CME August 2019 lean hogs with 20-, 50- and 100-day moving averages. (Barchart)

Chicago | Reuters — Chicago Mercantile Exchange (CME) lean hog futures closed higher on Wednesday in light bargain-buying after last week’s slide to three-month lows, but soft cash markets and ample hog supplies hung over the market and limited rallies, traders said.

CME July lean hog futures settled up 0.15 cent at 81.625 cents/lb. and most-active August ended up 1.3 cents at 83 cents/lb. (all figures US$).

“There’s not a lot of conviction on any side of the market,” one Chicago-based trader said, noting that the pork cutout fell more than $3/cwt on Wednesday.

“The other thing affecting the hogs is the huge kills. They are killing so many hogs here,” the trader said, adding, “People have been whipped around here. They wanted to be long, but the fundamentals are not going along with them.”

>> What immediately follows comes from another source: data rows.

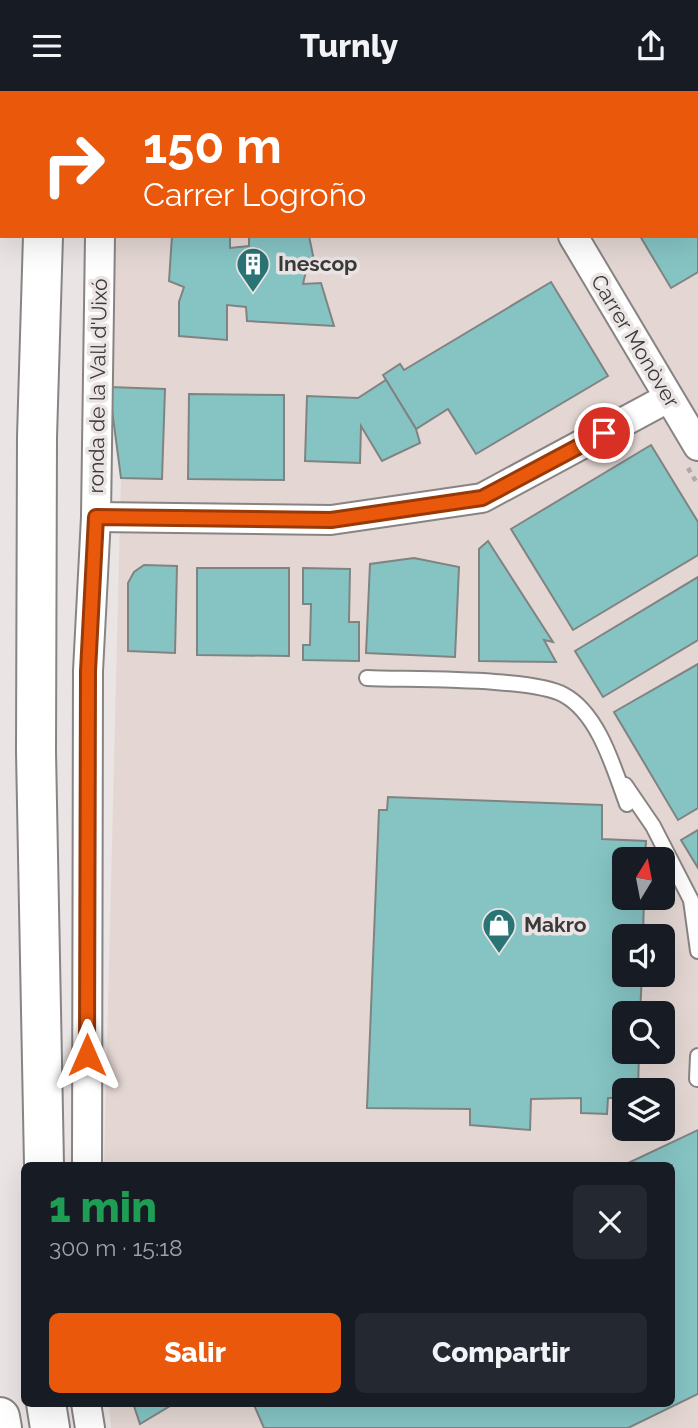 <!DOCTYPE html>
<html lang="es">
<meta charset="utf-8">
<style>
body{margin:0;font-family:Raleway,sans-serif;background:#242831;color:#f1f3f6;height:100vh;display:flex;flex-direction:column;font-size:26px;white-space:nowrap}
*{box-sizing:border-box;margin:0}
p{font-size:23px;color:#9ea1a6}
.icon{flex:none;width:38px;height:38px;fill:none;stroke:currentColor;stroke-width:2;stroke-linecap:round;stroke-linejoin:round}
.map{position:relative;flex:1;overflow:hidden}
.panel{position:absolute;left:21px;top:1071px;width:654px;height:245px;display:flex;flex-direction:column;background:#171b24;border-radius:10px;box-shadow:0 7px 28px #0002}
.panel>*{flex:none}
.guide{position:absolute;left:0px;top:0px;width:698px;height:147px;box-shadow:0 7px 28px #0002;background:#ea580c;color:#fff;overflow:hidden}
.needle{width:46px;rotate:10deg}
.buttons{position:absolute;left:612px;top:756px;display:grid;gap:14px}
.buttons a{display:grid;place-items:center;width:63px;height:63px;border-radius:10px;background:#171b24;box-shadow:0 7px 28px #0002;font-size:35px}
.pin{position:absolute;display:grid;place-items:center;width:60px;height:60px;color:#fff;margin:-30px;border:4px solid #fff;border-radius:50%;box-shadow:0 2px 7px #0007}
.me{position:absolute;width:77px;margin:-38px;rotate:0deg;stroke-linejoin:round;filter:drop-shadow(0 0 5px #0008)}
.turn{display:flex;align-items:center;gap:24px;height:147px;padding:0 28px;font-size:32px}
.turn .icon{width:91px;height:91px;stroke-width:2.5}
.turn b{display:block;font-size:49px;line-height:60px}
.round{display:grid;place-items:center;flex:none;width:74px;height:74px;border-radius:10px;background:#242831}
.headline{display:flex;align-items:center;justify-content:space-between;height:119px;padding:0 28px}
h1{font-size:42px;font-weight:800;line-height:52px;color:#1e9e55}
.action{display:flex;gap:14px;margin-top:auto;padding:14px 28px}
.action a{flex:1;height:80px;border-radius:10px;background:#ea580c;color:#fff;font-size:28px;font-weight:800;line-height:80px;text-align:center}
.action a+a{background:#242831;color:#f1f3f6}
header{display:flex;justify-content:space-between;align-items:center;height:91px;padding:0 28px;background:#171b24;font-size:32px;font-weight:800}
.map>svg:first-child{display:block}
.built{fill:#e4d7d3;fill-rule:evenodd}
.building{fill:#86c4c4;stroke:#7f8483;stroke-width:2}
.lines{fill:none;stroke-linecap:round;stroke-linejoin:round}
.service-casing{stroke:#888483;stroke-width:18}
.minor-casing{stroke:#888483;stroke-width:32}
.primary-casing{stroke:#888483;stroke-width:42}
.path{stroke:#aeaaa9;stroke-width:4.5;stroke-dasharray:5 5;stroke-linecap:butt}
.service{stroke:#fff;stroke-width:14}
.minor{stroke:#fff;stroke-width:28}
.primary{stroke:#fff;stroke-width:38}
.route-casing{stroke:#983908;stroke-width:18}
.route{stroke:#ea580c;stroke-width:12}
.labels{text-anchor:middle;stroke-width:7;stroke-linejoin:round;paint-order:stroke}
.poi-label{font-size:21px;font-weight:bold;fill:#3b3939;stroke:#eae5e4;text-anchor:start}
.street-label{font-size:21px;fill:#3b3939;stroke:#eae5e4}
</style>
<header><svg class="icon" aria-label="menu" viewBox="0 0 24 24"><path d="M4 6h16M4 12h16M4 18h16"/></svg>Turnly<svg class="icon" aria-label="share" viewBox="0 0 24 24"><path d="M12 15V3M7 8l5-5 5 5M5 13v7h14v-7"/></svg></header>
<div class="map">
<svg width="698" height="1337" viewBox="0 0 698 1337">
<rect width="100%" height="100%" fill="#eae5e4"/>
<path class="built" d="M98,0h600v1337h-587l-2,-24 563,-1v-238h-568l17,-687v-66l-12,-25 -7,-151h594v-143zM625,768h38v39h-38zM625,845h38v39h-38zM625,922h38v39h-38zM625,999h38v39h-38z"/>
<g class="building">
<rect x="192" y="0" width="82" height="2"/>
<path d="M304,0h108l-3,2z"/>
<path d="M635,0h63v11l-2,-9z"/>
<path d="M698,53v128l-27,16 -31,-52h56z"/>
<path d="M172,145h58v12l19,-2v-10h60l7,34 -10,1 -3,13 18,-1 13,43 -87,-5 -1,-14 -19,-2v35l-48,-4v-34l5,-15 -15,-6z"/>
<path d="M551,191l57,94 -132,78 -28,-45 -32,20 -33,-54 17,-11 4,6z"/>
<path d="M386,289l30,49 4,14 -38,18 -21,-35 -1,37 -55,-2 2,-65 51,2z"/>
<path d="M109,296l56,2 -3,90 -41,-1z"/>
<path d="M189,303l95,1v85l-96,-1z"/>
<path d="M651,354l47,77v33l-125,75 -62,-101z"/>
<path d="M488,450l65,101 -9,-2 12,22 -77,-1v-112z"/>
<path d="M414,467l45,9 -4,90 -89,-4 4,-89z"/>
<path d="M144,474l33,1 -2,87 -47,-2v-68l6,-11z"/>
<path d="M197,477h92v88l-92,-1z"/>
<path d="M303,477l47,1 -1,53h10v39l-56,-1v-15h7l1,-41h-8z"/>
<path d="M698,486v63l-95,57 -28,-46z"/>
<path d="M698,573v144l-20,12 -64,-108z"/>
<path d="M388,706l214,8v34l44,2 -1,18h-20v39h19l-1,38h-18v39h17l-2,38h-15v39h14l-1,38h-13v24l-5,-1 1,-15h-13l-1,16 -26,-1v-15l-50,1 -1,31 -60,-5v-16l-103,-1 12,-298h8z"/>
<path d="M698,739v38l-17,-28z"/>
<path d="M698,1039v264l-70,34h-364l-10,-23 4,-2h414v-238h-48z"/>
<path d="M133,1312h42l-35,21z"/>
</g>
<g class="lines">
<defs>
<g id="service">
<path d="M367,587c42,2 165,-1 197,17 35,19 50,74 63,109"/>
<path d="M625,694l28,41 38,74 7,51"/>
<path d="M697,988l1,-23"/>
</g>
<g id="minor">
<path d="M488,0l1,2"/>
<path d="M121,2v-2"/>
<path d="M573,145l125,210"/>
<path d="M96,426l235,3 151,-22 186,-100"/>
<path d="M87,1074l1,-494 8,-154 4,-281"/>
<path d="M86,1312l4,25"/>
</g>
<g id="primary">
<path d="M45,0v2"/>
<path d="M43,145l-6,201 -1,315 8,413"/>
<path d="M46,1312l4,25"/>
<path d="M0,1326l2,11"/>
</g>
</defs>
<use href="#service" class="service-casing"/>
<use href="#minor" class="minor-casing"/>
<use href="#primary" class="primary-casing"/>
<path class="path" d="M688,377l10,17"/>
<use href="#service" class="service"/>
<use href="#minor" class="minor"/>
<use href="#primary" class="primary"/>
</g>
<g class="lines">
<defs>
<path id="route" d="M87,964l1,-384 8,-154 235,3 151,-22 122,-65"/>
</defs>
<use href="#route" class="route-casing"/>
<use href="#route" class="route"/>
</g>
<defs>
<symbol id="building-pin" viewBox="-11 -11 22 30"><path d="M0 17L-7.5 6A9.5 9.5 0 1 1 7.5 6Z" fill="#2a7475" stroke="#eae5e4"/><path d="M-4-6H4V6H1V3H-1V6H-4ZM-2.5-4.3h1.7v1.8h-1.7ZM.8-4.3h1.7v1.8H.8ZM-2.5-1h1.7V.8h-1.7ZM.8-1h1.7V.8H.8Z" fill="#fff"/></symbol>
<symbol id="shop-pin" viewBox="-11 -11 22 30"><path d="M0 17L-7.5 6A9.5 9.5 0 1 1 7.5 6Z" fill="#2a7475" stroke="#eae5e4"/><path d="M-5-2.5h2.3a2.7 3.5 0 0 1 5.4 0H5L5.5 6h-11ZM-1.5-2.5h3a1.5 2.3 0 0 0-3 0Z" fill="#fff"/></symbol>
</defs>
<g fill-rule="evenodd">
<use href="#building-pin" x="234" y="154" width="38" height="52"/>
<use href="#shop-pin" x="480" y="815" width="38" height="52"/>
</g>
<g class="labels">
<g class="poi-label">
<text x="278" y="180">Inescop</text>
<text x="524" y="841">Makro</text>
</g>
<g class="street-label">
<text transform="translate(635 250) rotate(59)" y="7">Carrer Monòver</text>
<text transform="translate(98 295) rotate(-89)" y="7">ronda de la Vall d'Uixó</text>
</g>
</g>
</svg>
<div class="buttons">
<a><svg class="needle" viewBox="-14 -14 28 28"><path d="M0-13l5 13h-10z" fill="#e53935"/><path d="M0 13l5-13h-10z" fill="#9ea1a6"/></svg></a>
<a><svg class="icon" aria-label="sound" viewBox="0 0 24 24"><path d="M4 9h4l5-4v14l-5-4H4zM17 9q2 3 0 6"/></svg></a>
<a><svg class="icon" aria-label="search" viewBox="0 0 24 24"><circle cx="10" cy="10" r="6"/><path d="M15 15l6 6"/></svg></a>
<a><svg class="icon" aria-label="layers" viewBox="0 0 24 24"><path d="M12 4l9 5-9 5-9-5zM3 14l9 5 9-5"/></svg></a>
</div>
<div class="pin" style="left:604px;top:342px;background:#d93025"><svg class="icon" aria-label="arrive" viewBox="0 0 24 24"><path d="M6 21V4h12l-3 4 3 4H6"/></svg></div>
<svg class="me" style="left:87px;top:964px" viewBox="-20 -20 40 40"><path d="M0-17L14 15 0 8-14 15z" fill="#ea580c" stroke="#fff" stroke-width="4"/></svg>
<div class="guide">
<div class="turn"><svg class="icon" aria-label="right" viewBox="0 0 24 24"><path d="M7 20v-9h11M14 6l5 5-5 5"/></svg><div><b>150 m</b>Carrer Logroño</div></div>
</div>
<section class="panel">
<div class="headline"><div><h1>1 min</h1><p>300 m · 15:18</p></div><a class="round"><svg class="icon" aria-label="close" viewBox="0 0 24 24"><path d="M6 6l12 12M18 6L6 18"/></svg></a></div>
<div class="action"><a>Salir</a><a>Compartir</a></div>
</section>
</div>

Traders awaited weekly export sales data on pork and beef due Thursday from the U.S. Department of Agriculture (USDA), with some hoping the report might show fresh sales of U.S. pork to China as the Asian country struggles with an epidemic of African swine fever in its hog herd.

Live cattle futures closed lower on weak cash values and lackluster consumer demand for high-priced cuts of beef, traders said.

CME most-active August live cattle settled down one cent at 104.55 cents/lb.

CME August feeder cattle ended down 0.725 cent at 136.525 cents/lb.

Packers in Texas and Kansas were bidding $109/cwt for cash cattle, steady with Tuesday, while sellers were asking $112-$115, traders said.

Cash beef values firmed a bit. USDA quoted choice boxed beef cutout on Wednesday at $221.59/cwt, up $1.06 from Tuesday, while select cutout rose 44 cents, to $202.24.

But some traders felt that live cattle futures would struggle until the cash cattle market establishes a seasonal low.

“It doesn’t seem like there is a need to pay up for cattle today… Honestly, it’s going to take more than the boxes to turn this around and get us moving higher,” the Chicago trader said.

— Julie Ingwersen is a Reuters commodities correspondent in Chicago.